In his fiercest response to Venezuelan accusations of meddling in the neighbor’s domestic politics, Santos said, “I am not destroying the Bolivarian revolution, the Bolivarian revolution is destructing itself.”

“The problems of Venezuela — I repeat this time and again — are created in Venezuela, they are not created in Colombia,” Santos said during a public speech.

According to Santos, food scarcity, hyperinflation and increased violent crime that have plagued Venezuela are “product of the [socio-economic] model of this Bolivarian revolution, which has failed, which hasn’t worked.”

The Bolivarian revolution was called by late President Hugo Chavez, who introduced a Cuba-inspired socialist economic model to Venezuela after his election in 1999.

However, the far-stretching socialist policies that included the nationalization of numerous private business and the country’s oil industry, and the fixing of the official value of the Venezuelan currency, polarized Colombia’s neighbor.

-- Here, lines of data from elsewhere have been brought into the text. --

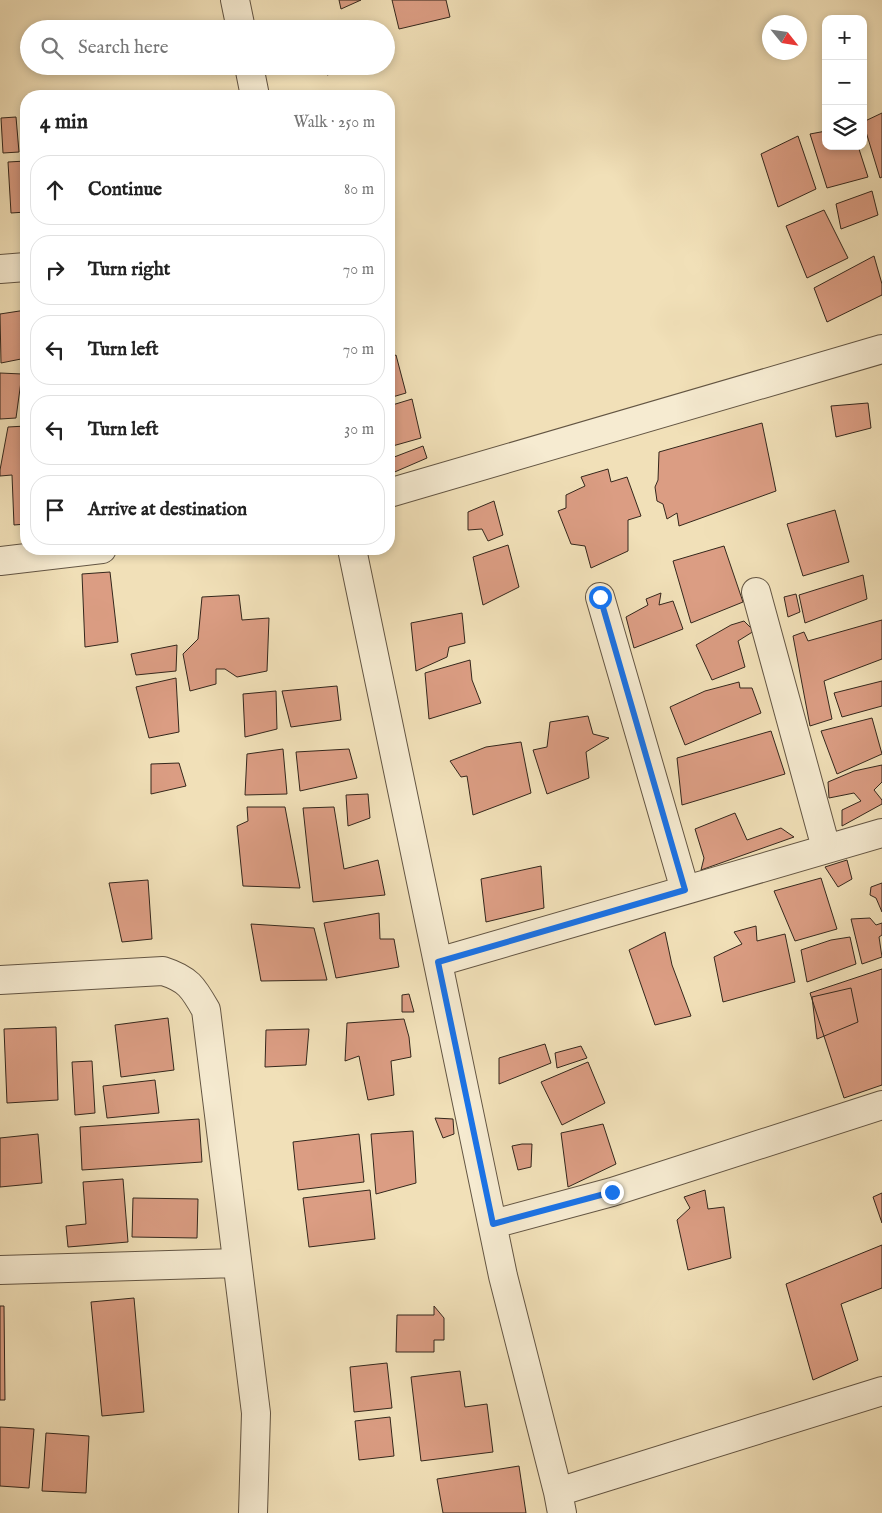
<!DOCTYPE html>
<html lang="en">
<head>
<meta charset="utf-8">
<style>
	:root { --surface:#fff; --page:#f2f2f2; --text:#222; --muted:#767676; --line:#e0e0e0 }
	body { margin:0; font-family:"IM FELL English",serif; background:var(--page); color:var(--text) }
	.controls { position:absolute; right:15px; top:15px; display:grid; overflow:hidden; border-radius:10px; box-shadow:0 2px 8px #0003 }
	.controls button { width:45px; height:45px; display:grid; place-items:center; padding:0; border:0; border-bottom:1px solid var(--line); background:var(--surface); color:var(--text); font:25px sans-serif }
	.compass { position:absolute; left:762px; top:15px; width:45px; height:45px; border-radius:50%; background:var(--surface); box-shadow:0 2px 8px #0003; rotate:120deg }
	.stop { position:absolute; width:15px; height:15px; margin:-11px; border:4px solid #1a73e8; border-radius:50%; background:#fff }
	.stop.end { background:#1a73e8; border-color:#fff; box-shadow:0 1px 5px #0008 }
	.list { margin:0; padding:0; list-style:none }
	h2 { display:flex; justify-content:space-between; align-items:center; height:65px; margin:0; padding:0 20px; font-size:21px }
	h2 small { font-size:16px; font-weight:400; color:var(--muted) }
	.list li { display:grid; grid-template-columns:32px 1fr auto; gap:15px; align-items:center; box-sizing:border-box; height:70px; margin:0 10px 10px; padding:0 10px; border:1px solid var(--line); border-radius:20px }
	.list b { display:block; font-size:19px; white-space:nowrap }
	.list em { font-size:16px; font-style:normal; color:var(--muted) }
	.icon { flex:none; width:28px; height:28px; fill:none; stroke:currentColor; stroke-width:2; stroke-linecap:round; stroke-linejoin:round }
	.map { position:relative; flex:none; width:882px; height:1513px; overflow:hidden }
	.search { position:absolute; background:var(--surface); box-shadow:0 2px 8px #0003; left:20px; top:20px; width:375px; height:55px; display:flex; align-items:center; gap:12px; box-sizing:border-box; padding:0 18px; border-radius:28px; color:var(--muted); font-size:19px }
	.panel { position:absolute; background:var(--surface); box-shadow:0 2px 8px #0003; left:20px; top:90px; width:375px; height:465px; border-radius:20px }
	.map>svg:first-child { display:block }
	.building { fill:#db9d83; stroke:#34271c }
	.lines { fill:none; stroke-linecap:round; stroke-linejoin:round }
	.minor-casing { stroke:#635543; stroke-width:30 }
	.minor { stroke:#f6ebd1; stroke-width:28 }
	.route { stroke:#1a73e8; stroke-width:6 }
</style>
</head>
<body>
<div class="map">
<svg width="882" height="1513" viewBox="0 0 882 1513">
	<rect width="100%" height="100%" fill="#f1e0b8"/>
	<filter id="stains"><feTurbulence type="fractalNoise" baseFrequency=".004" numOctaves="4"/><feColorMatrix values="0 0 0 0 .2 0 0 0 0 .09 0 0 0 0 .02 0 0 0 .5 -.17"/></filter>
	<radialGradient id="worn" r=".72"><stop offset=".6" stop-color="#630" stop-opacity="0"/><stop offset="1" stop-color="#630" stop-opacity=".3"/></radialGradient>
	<path class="building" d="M339,0H361L341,9Z
		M392,0H446L450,17L399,29Z
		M356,23L358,29H341Z
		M325,66H359L327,75Z
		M882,113V177L880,178L863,122Z
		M16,117L19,152L3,153L1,118Z
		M826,131V146H858L868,177L827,188L810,134Z
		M798,136L816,189L778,207L761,154Z
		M26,161V212L11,213L8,162Z
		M872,191L878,215L841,229L836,204Z
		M824,210L848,258L807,278L786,226Z
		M874,256L882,284V295L827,322L814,288Z
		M26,310V358L1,363L0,314Z
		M396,355L406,393L389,398V358Z
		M0,373L22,374L16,418L0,419Z
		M412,399L421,438L389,447V406Z
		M868,403L871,428L836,437L831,406Z
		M762,423L776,491L679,526L677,513L667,519L663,504L657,501L655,487L658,480L659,452Z
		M26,426V524L14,525L12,475L0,476V470L8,427Z
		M423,446L427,458L390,474L389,459Z
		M608,469L611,482L627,477L641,516L628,520V551L591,568L585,546L571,544L558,511L566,508V495L585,486L581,477Z
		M494,501L503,535L488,541L482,529L468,530V512Z
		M835,510L849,562L803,576L787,524Z
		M508,545L519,587L483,605L473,557Z
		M724,546L743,602L691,623L673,561Z
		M110,572L118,642L85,647L82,574Z
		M863,575L867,599L805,623L799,595Z
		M661,593L659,605L673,601L683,629L634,648L626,617L648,605L646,599Z
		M796,594L800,612L788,617L784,597Z
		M239,595L242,620L269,618L267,671L237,677L225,669H216V684L190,691L183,654L198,639L202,597Z
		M462,613L465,643L449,647L447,657L416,671L411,623Z
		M882,620V659L824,681L832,719L810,726L793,636L804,632L808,641Z
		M744,621L754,631L738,641L745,667L712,680L696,645L731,625Z
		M177,645L176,671L136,675L131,654Z
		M470,660L472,680L481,703L429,719L425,673Z
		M176,678L179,732L149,738L136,687Z
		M882,681V706L842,717L834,693Z
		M739,682L740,688H752L761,713L685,745L670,707L705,691Z
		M337,686L341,720L291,727L282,691Z
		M276,691L277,729L245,737L243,694Z
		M588,716L593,734L609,738L586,752L589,778L547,794L533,750L547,747L550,722Z
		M872,718L882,754L837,774L821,731Z
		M771,731L785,774L682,805L677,758Z
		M521,742L531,793L473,815L467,776L461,777L450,761L486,747Z
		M283,749L287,794L245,795L247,754Z
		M349,749L357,778L300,791L296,752Z
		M179,763L186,786L151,794V764Z
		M882,765V782L874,790L882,800V804L842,826V810L861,801L854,793L829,798L828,782L854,771Z
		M368,794L370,818L348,826L346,795Z
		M247,807H285L300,888L243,886L237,826L248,821Z
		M334,807L344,869L378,860L385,895L313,902L303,808Z
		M735,813L747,840L781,828L794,837L701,870L704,858L695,829Z
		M847,860L852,879L838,887L825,867Z
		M541,866L544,908L486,922L481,879Z
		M821,878L837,929L795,941L774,891Z
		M148,880L152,939L122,942L109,883Z
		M882,883V912L876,898L870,895L871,887Z
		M379,913L380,939H394L399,967L336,978L324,923Z
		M870,918L876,925L882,923V935L879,937L882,957L862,964L851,919Z
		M251,924L314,928L327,980L261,981Z
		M756,926L757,941L785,934L795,982L723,1002L714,957L742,944L734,932Z
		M665,932L672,965L691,1016L655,1025L629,950Z
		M850,937L856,964L807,982L801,950L831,940Z
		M882,969V1085L844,1098L810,993Z
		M851,988L858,1022L817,1039L812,997Z
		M409,994L414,1012H402V995Z
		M168,1018L174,1070L121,1077L115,1025Z
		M404,1019L409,1037L411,1057L391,1061L394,1095L368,1100L359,1056L345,1061L347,1023Z
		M56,1027L58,1100L7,1103L4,1029Z
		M309,1029L306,1065L265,1067L266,1030Z
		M545,1044L551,1063L499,1084V1058Z
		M581,1046L587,1058L557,1068L555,1053Z
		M92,1061L95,1113L75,1115L72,1062Z
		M588,1062L605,1103L562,1125L541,1082Z
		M155,1080L159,1113L107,1118L103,1086Z
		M435,1118L453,1119L454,1134L443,1138Z
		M199,1119L202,1162L82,1170L80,1127Z
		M603,1124L616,1164L568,1187L561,1133Z
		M413,1131L416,1183L376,1194L371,1134Z
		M38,1134L42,1183L0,1187V1138Z
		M359,1134L364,1182L298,1190L293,1142Z
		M522,1144H532L531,1167L518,1170L512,1146Z
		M123,1179L128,1242L68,1247L66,1226L86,1224L83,1182Z
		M370,1190L375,1239L309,1247L303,1198Z
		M705,1190L708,1209L724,1207L731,1258L688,1270L677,1220L690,1208L684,1197Z
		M882,1193V1223L873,1197Z
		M133,1198L198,1199L197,1238L132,1237Z
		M882,1245V1288L841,1304L858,1360L813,1380L786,1284Z
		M134,1298L144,1412L102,1416L91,1302Z
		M0,1306H4L5,1400H0Z
		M434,1306L444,1318V1340H434V1352H396L397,1315H434Z
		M387,1363L392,1408L354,1412L350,1367Z
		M460,1371L465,1407L487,1404L493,1452L421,1461L411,1377Z
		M390,1417L394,1456L359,1460L355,1421Z
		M0,1427L34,1429L29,1488L0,1486Z
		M46,1433L89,1436L86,1493L42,1491Z
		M519,1466L526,1513H443L437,1479Z"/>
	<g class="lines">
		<defs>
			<path id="minor" d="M235,0L241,29
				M249,66L255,96
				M0,269L26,267
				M389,493L882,349
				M352,549L503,1276L558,1492L562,1513
				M0,561L102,549
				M756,592L826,848
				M600,597L685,890
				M438,962L882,833
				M0,980L163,971C188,979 193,987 206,1010L256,1413L253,1513
				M493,1224L612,1192L882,1105
				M0,1270L237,1263
				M558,1492L882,1391"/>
		</defs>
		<use href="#minor" class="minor-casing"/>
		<use href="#minor" class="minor"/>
	</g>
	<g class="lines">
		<path class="route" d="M600,597L685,890L438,962L493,1224L612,1192"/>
	</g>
	<rect width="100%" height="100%" filter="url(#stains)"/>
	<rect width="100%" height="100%" fill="url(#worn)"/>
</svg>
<div class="controls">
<button>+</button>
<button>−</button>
<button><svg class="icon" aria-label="layers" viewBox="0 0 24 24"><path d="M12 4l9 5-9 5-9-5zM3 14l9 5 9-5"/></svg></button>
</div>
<svg class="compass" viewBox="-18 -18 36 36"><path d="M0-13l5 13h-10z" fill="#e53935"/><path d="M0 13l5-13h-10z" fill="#767676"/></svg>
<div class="stop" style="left:600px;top:597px"></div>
<div class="stop end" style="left:612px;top:1192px"></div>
<div class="search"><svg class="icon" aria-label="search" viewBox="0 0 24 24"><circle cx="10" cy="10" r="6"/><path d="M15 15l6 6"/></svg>Search here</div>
<section class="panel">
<h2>4 min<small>Walk · 250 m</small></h2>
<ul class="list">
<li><svg class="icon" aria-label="ahead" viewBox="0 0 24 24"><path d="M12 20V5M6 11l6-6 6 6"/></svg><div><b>Continue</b></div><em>80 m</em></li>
<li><svg class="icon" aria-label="right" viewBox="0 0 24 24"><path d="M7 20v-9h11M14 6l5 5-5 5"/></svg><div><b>Turn right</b></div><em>70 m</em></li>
<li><svg class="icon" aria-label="left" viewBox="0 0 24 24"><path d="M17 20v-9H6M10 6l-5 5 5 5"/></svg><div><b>Turn left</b></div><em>70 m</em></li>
<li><svg class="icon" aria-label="left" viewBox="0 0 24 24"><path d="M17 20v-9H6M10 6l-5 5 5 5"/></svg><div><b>Turn left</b></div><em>30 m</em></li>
<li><svg class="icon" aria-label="arrive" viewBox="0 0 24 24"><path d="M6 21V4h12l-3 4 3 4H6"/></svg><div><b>Arrive at destination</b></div></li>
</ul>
</section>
</div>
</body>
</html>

Additionally, as oil prices that financed social program in the neighboring country dropped, black market prices of the bolivar, Venezuela’s currency, reportedly spiked, spurring a hyperinflation.

Maduro’s government stopped publishing monthly inflation data last December when the level hit 68% annually, the world’s highest.

Meanwhile, Venezuelan food supplies were disrupted, causing massive lines at supermarkets and stores, with shortages not seen since the fall of the Soviet Union in the late 1980s and early 1990s.

With the ruling party facing tough National Assembly elections this December, Maduro turned to accusing Colombia of exporting drug-trafficking, right-wing paramilitary groups to Venezuela and allowing the economic disruption by allowing Venezuelan contraband food products and gasoline to be sold on the Colombian side of the border where profit margins have soared.

“It’s a classic political move,” Luis Vicente Leon, the head of Venezuelan polling company Datanalisis, told the Wall Street Journal. “It’s obvious that the government in full election campaign is using the issue of contraband and the border—which were not issues for them previously—now as an instrument to distract the country’s attention from the problems that are affecting the president’s popularity.”

Santos, whose country is holding local elections in October, initially attempted to curb the tensions, urging a diplomatic approach to bilateral border issues.

However, as the Venezuelan government continued making allegations, including one over a Colombia-supported plot to assassinate Maduro, Santos called back the ambassador to Caracas and turned to international organizations like the OAS, UNASUR and the UN to seek mediation and international rejection of Venezuela’s expulsion of Colombian nationals.